**Prompt:** Locate each line of the material that contains "length", then return it.
■ ■ ■ ■ ■
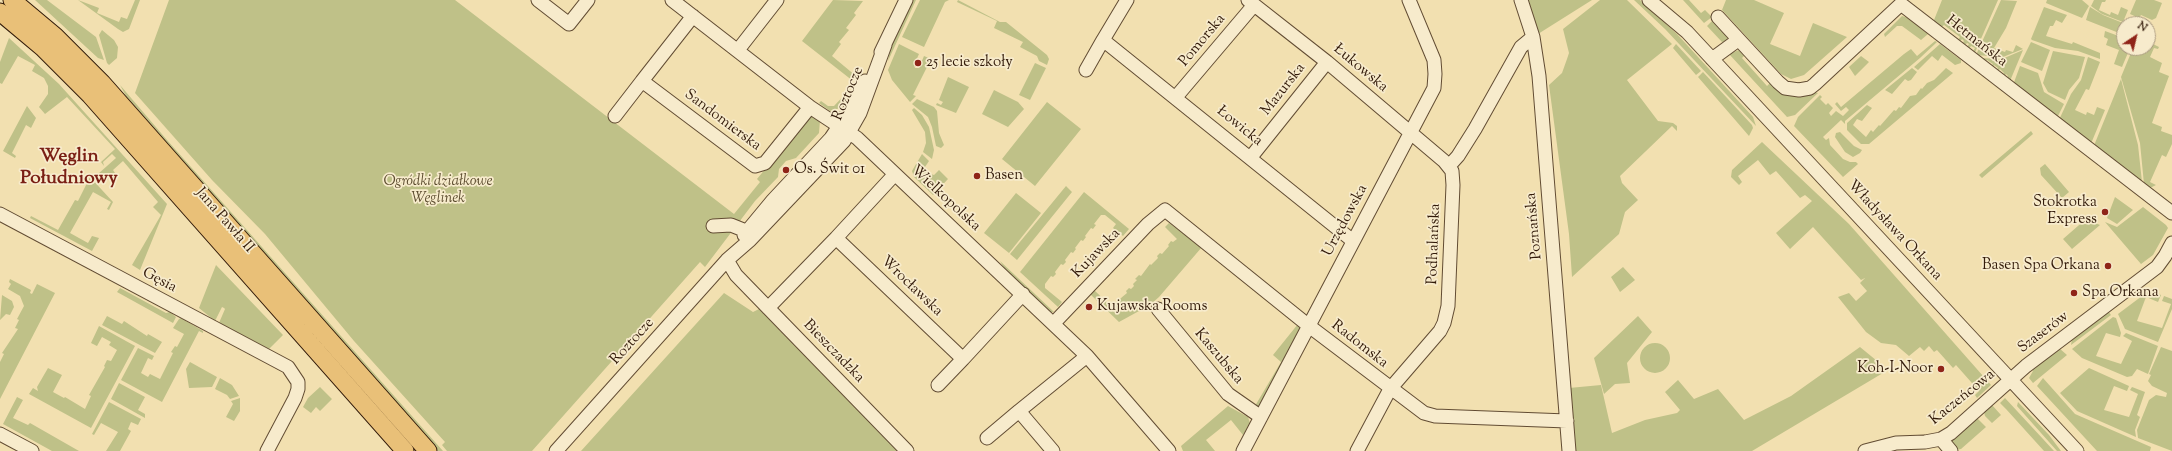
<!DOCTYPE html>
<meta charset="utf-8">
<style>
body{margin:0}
#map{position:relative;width:2172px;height:451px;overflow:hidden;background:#f2e0b0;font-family:"Sorts Mill Goudy",serif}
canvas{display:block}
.north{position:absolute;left:2116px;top:16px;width:40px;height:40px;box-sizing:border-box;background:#f7ebcc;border:1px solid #a8977e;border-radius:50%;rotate:35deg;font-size:11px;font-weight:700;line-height:16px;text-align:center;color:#321a09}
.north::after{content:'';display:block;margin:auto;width:14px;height:18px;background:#8f2418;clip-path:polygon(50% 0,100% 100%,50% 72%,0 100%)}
</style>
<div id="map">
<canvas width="2172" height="451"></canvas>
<div class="north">N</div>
</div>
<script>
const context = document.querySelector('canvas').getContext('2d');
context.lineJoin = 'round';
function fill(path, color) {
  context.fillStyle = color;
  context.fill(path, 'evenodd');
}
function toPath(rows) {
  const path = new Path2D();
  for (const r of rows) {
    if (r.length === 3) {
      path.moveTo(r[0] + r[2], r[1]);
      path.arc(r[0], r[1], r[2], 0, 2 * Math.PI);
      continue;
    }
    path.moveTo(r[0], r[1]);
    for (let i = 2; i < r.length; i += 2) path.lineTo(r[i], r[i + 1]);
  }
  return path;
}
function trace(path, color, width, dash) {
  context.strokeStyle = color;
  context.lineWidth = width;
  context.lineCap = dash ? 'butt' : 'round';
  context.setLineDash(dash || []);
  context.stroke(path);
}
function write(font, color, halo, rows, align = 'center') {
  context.font = font + ' "Sorts Mill Goudy",serif';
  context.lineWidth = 3.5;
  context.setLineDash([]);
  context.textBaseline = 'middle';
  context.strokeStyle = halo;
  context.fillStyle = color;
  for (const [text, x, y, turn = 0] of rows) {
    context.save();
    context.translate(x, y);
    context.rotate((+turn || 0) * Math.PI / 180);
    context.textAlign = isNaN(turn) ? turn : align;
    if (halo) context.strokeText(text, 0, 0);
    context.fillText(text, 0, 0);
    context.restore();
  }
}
const green = toPath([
 [35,0,47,0,96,37,104,60,98,58],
 [78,0,99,8,97,13,119,22,121,17,127,19,135,0,140,0,129,29,123,32,118,29],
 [169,0,455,0,734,214,760,182,757,179,808,117,815,116,820,120,819,133,796,158,786,161,779,169,778,177,755,201,705,267,700,262,532,451,447,451,442,445,445,442,354,341,265,234,212,180,135,93],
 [833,0,863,1,854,13,856,15,846,28,849,30,839,42,841,44,832,56,856,76,853,81,802,41],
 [912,0,916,0,888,61,891,45],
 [920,0,949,0,945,2,924,47,902,37],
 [958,0,1000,22,1006,22,1047,55,1049,59,1047,65,1039,61,1037,56,1020,47,1023,42,994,28,997,21,957,2],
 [1528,0,1592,0,1538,34],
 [1600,0,1627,0,1672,44,1627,80,1658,121,1673,123,1677,126,1677,131,1672,126,1620,176,1622,183,1638,200,1625,212,1619,234,1572,277,1569,234,1549,85,1562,73,1567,59,1569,53,1563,29],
 [1634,0,1640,0,1677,34,1753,117,1756,126,1665,29],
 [1683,0,1689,0,1701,13,1705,10,1712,17,1704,23],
 [1726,0,1754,0,1784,13,1770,44,1800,56,1813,23,1847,37,1804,75,1791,79,1781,74,1722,10],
 [1942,0,1998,0,1973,57,1971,55,1975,48,1971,46,1967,52,1965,50,1969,44,1967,43,1962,48,1960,47,1964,41,1962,39,1958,45,1956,43,1960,37,1944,25,1938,30,1932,25],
 [2001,0,2017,1,2006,28,1994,48,2005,52,2006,50,2013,52,2016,45,2023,49,2003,57,1976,55],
 [2047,0,2082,0,2089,6,2082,18,2046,3],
 [2094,0,2106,0,2105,2,2102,2,2099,10,2110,15,2111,12,2118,15,2121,7,2128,10,2123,22,2102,14,2091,6],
 [2136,0,2154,0,2162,3,2156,18,2152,20,2141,15,2139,18,2130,14],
 [2044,7,2067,15,2062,23,2056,20,2053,26,2050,26,2046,36,2072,44,2073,42,2100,53,2100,59,2078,51,2055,48,2032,40,2031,39],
 [2090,7,2103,15,2123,23,2119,33,2086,20],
 [1902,16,1908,18,1928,34,1921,40,1902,26,1897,26,1885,37,1884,34],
 [1714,19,1728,37,1726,41,1722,42,1707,26],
 [102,30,114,40,118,47,117,58,109,65,107,63,99,35],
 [2105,31,2124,38,2124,48,2130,48,2122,67,2114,64,2119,50,2106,45,2108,39,2104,37],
 [2148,37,2155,40,2153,44,2159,47,2158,49,2154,48,2150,57,2162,63,2159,72,2169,76,2152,123,2162,127,2161,131,2172,135,2172,144,2166,157,2162,155,2150,182,2156,185,2150,188,2144,184,2140,143,2121,77,2133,48,2148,48],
 [9,38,59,84,167,204,140,270,132,265,161,215,153,207,158,202,123,161,113,170,115,173,105,182,98,174,116,158,112,154,103,162,104,166,101,162,115,149,67,97,45,114,39,107,48,94,48,86,44,78,32,71,35,65,18,56,2,84,0,83,0,62],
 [1935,41,1937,42,1920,58,1845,121,1845,124,1841,120,1823,137,1826,140,1829,138,1830,145,1843,159,1850,162,1856,162,1858,164,1843,177,1794,126,1798,117,1820,95,1822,97,1820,99,1826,105,1828,103,1833,108,1829,113,1831,116,1836,111,1843,116,1849,110,1846,107,1841,111,1835,104,1837,102,1841,107,1904,54,1911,49,1917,56],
 [2031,42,2050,50,2042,71,2021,62],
 [899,44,919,54,914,65,915,68,919,68,924,56,931,59,913,95,916,96,910,102,892,80,888,70],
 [1676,44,1701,71,1696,75,1673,48],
 [1940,44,1961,60,1961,63,1955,65,1942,55,1938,61,1932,56,1918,70,1914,67],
 [1739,50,1746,54,1742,58,1767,86,1772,81,1818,93,1795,115,1787,117,1729,54],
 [2023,50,2010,81,2005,81,2008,76,2006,74,2002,79,2001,78,2004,73,2000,69,1995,73,1998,68,1994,65,1990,70,1989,69,1993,64,1987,60,1985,62,1979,58,2002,59],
 [2053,51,2085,57,2079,78,2069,90,2065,100,2048,92,2043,83],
 [1861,56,1869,62,1855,76,1849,67],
 [2088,57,2100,62,2089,90,2086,89,2075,110,2086,115,2087,112,2094,115,2097,107,2105,110,2090,146,2058,122,2071,94,2081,80],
 [1035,63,1046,68,1030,100,1019,95],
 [2020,66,2038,73,2044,92,2064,104,2056,120,2013,85],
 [1912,68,1917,72,1911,80,1908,81,1905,79,1892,94,1885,90],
 [1946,68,1953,73,1869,144,1861,144,1847,130,1847,123,1867,105,1872,108,1862,121,1857,119,1853,125,1866,137,1871,130,1873,132,1879,125,1880,126,1894,110,1896,111,1899,107,1901,108,1910,96,1916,95,1921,88,1922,89,1927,83,1934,80],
 [1703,72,1752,125,1753,128,1749,136,1698,77],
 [948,77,969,87,956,113,936,105,937,103,941,105,943,102,939,100],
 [2121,79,2138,145,2142,182,2093,148],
 [120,85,167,140,443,451,438,451,430,445,279,275,259,247,126,96],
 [851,88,840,108,830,111,819,103,821,101,828,106,834,106],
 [994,90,1018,102,1024,109,1008,127,982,114],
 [917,99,934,107,937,111,939,133,944,145,941,148,936,146,932,127,928,117,912,104],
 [1047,102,1081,129,1035,186,1002,159],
 [27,106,36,118,31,128,26,125,12,153,16,156,15,158,3,151],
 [914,108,922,115,929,127,934,150,932,159,923,152,926,143,925,132,912,110],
 [2031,131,2033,134,1982,178,1979,175],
 [1840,132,1854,146,1862,150,1860,153,1853,157,1845,152,1835,137,1836,133],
 [1762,142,1849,224,1991,385,1977,398,1975,395,1979,391,1956,365,1953,368,1937,350,1934,352,1929,346,1924,351,1920,347,1909,356,1896,345,1881,343,1866,332,1838,297,1849,293,1856,301,1867,291,1860,283,1865,278,1861,280,1813,227,1790,249,1776,233,1812,201,1805,195,1800,198,1776,171,1770,175,1758,160,1738,176,1742,182,1739,185,1731,177,1732,170],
 [922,154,929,161,925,167,927,173,934,175,939,170,948,179,933,195,914,177,912,171],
 [2045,164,2069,192,2062,198,2041,175,2040,168],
 [90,177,113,202,109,210,107,209,111,202,93,192,70,233,88,243,92,236,99,238,92,251,30,218,31,216,58,230,75,200,78,201],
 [1066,186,1072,192,1017,260,1010,254],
 [1084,192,1129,229,1123,236,1113,228,1116,224,1105,215,1101,215,1094,224,1096,225,1093,229,1091,228,1085,236,1086,237,1083,241,1081,240,1075,248,1076,249,1073,253,1071,252,1065,260,1066,262,1063,265,1061,264,1055,272,1056,274,1053,277,1051,276,1045,284,1045,288,1062,302,1058,307,1020,272],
 [1016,193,1041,213,1009,253,984,233],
 [2115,197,2133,210,2117,224,2107,218],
 [2143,207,2166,225,2168,228,2153,255,2141,264,2105,222,2117,227],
 [2086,219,2100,225,2072,249,2063,239],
 [1169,223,1202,247,1159,297,1150,305,1119,322,1090,294,1094,290,1113,308,1117,305,1115,303,1127,293,1126,291,1129,288,1131,289,1134,286,1133,284,1137,280,1135,279,1139,275,1141,276,1150,264,1151,265,1158,258,1157,256,1160,253,1162,254,1169,246,1168,245,1171,241,1173,242,1177,239,1165,227],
 [1000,261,1054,312,1050,312,1006,271],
 [216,265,283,335,269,349,219,323,225,309,224,308,222,307,215,321,199,308],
 [1623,267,1635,280,1620,292,1611,277],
 [10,279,31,290,30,293,32,294,37,284,55,293,0,399,0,362,4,354,2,353,18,329,15,328,19,320,17,319,24,306,20,296,8,289,11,284,9,282],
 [120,288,166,313,170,312,176,317,173,323,117,292],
 [2150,290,2161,295,2158,302,2146,297,2137,321,2162,328,2171,304,2162,301,2164,296,2172,299,2172,309,2158,342,2125,329,2118,314],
 [724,293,753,312,759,309,898,451,581,451],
 [2,295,12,301,14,307,10,315,6,314,0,320],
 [2108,311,2111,315,2071,345,2072,339],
 [107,316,122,324,124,321,147,336,148,334,162,342,155,353,102,325],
 [1638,316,1652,332,1627,363,1630,383,1615,384,1604,394,1594,358],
 [2113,317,2116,318,2121,333,2120,337,2106,333,2096,356,2121,364,2132,341,2123,336,2126,333,2158,346,2148,374,2137,369,2132,376,2127,377,2082,358,2072,349],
 [181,318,203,331,203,333,199,331,162,402,121,380,138,348,154,356,152,360,148,358,141,373,148,377,150,374,160,379,173,353,171,352,175,346,177,347,184,334,173,328,179,319],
 [1298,324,1302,328,1260,409,1255,406,1281,362,1273,355],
 [99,326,135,346,91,428,29,394,33,388,38,391,37,387,48,368,62,375,53,392,64,398,65,397,85,409,91,396,89,395,105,367,104,366,107,360,111,361,117,350,109,345,111,342,102,337,97,346,91,343],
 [1655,358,15],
 [1860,347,1888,370,1752,451,1573,451,1569,388,1601,385,1612,433,1645,420,1677,413,1680,410,1665,392,1678,380,1694,399,1718,389,1744,420,1791,396],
 [2161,347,2172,351,2172,451,2138,438,2137,430,2149,400,2156,395,2166,397,2167,393,2152,386,2148,381,2151,375,2149,374],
 [2059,348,2067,355,2033,383,2029,378,2033,371,2031,368],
 [190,362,217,377,212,387,189,388,186,369],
 [2089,368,2129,386,2127,391,2114,386,2104,410,2129,417,2138,394,2130,390,2132,387,2145,392,2137,415,2140,417,2135,430,2136,437,2077,411,2060,393],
 [220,378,232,385,239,396,230,399,227,395,215,389],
 [2043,378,2075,414,2151,447,2150,451,2097,451,2037,386],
 [119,383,145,397,138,410,145,414,145,418,111,399],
 [320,387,332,399,320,411,316,407,311,413,303,407,308,398],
 [17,397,23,400,13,418,28,425,30,423,79,451,52,451,3,424],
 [240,398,240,411,234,421,226,417,233,404,231,401],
 [2005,398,2043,439,2054,451,2044,451,2006,409,2000,403],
 [109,402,141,419,138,425,131,422,128,429,131,431,120,451,106,451,118,432,101,423,94,435,92,434],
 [2018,402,2049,435,2061,451,2057,451,2017,406],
 [1992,405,2001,415,1992,423,1985,416,1984,412],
 [1228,406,1248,417,1250,423,1243,435,1231,420,1206,440,1215,451,1183,451,1181,446],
 [1977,418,1986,427,1961,449,1956,450,1951,441,1952,439]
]);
const minor = toPath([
 [538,0,569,24,588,0],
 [672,0,810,107,857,138,1087,356,1169,451],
 [1127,0,1103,40,1353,241],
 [1248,0,1327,62,1444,161,1452,171,1453,185,1448,306,1444,323,1440,331,1390,389,1357,451],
 [1521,0,1533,37,1539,76,1569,451],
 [1649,0,1687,32,2077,451],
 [693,16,642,81,755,166,765,163,810,107],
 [1718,17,1778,82,1785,88,1799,90,1810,88,1815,84,1901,4,2172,213],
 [738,50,777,0],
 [881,52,906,0],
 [1712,59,1738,40],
 [1086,70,1103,40],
 [1176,97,1254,5],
 [615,116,642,81],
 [1251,157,1327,62],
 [1449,166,1458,156,1475,129,1521,47,1533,37],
 [0,214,288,367,298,382,298,389,295,398,267,451],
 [713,226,731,225,746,231],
 [744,235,773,200,831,138,851,108,865,81],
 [836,238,963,359,1023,294],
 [727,260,736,275,907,451],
 [768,308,836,238,895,174],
 [1158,309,1228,394,1261,417],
 [1054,323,1148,224,1165,210,1309,326,1424,413,1435,416,1567,421],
 [938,385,963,359],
 [0,434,32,451],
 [987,438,1019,411],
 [1941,439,1951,451],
 [556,451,727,260,750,240,844,141,860,113,885,45],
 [1053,451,1019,411,1087,356],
 [1243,451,1434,88,1435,74,1434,60,1409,0],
 [1865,451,1896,443,1925,442,1941,439,1951,433,2026,366,2157,267,2165,256,2172,243]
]);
const major = toPath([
 [12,0,55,36,102,83,428,451],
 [0,12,43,48,90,95,405,451]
]);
const markers = [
 [918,63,4,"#8f2418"],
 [786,170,4,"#8f2418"],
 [977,176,4,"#8f2418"],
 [2105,212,4,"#8f2418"],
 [2108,266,4,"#8f2418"],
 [2074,293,4,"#8f2418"],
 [1089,307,4,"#8f2418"],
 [1941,369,4,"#8f2418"]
];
const streetNames = [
 ["Pomorska",1203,41,-50],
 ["Hetmańska",1976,42,38],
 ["Łukowska",1360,69,40],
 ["Mazurska",1284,90,-52],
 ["Roztocze",849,94,-67],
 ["Sandomierska",722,121,37],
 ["Łowicka",1239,127,39],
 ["Wielkopolska",945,199,43],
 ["Jana Pawła II",224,221,49],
 ["Urzędowska",1346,221,-62],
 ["Poznańska",1535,226,-95],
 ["Władysława Orkana",1894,231,47],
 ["Podhalańska",1435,244,-88],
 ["Kujawska",1097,254,-46],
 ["Gęsia",159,281,28],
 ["Wrocławska",911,287,44],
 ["Szaserów",2044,333,-37],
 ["Roztocze",633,342,-48],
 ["Radomska",1359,345,38],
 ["Bieszczadzka",833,352,46],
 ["Kaszubska",1218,357,50],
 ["Kaczeńcowa",1963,398,-39]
];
const poiNames = [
 ["25 lecie szkoły",926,63],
 ["Os. Świt 01",794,170],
 ["Basen",985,176],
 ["Stokrotka",2097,203,"right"],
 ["Express",2097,220,"right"],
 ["Basen Spa Orkana",2100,266,"right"],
 ["Spa Orkana",2082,293],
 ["Kujawska Rooms",1097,307],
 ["Koh-I-Noor",1933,369,"right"]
];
const parkNames = [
 ["Ogródki działkowe",438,182],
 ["Węglinek",438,199]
];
const districtNames = [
 ["Węglin",69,158],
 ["Południowy",69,180]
];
fill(green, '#bfc188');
trace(minor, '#624c33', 15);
trace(major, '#321a09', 19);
trace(minor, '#f7ebcc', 13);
trace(major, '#e9c078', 17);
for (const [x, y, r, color] of markers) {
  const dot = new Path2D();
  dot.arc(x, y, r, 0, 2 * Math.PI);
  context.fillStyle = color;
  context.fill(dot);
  trace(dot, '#f7ebcc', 1.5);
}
write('15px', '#321a09', '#f7ebcc', streetNames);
write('15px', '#321a09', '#f7ebcc', poiNames, 'left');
write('italic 15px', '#5c4c2f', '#f7ebcc', parkNames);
write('bold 19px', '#7a1f14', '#f7ebcc', districtNames);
</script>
■ ■ ■ ■ ■
**Task output:**
    if (r.length === 3) {
    for (let i = 2; i < r.length; i += 2) path.lineTo(r[i], r[i + 1]);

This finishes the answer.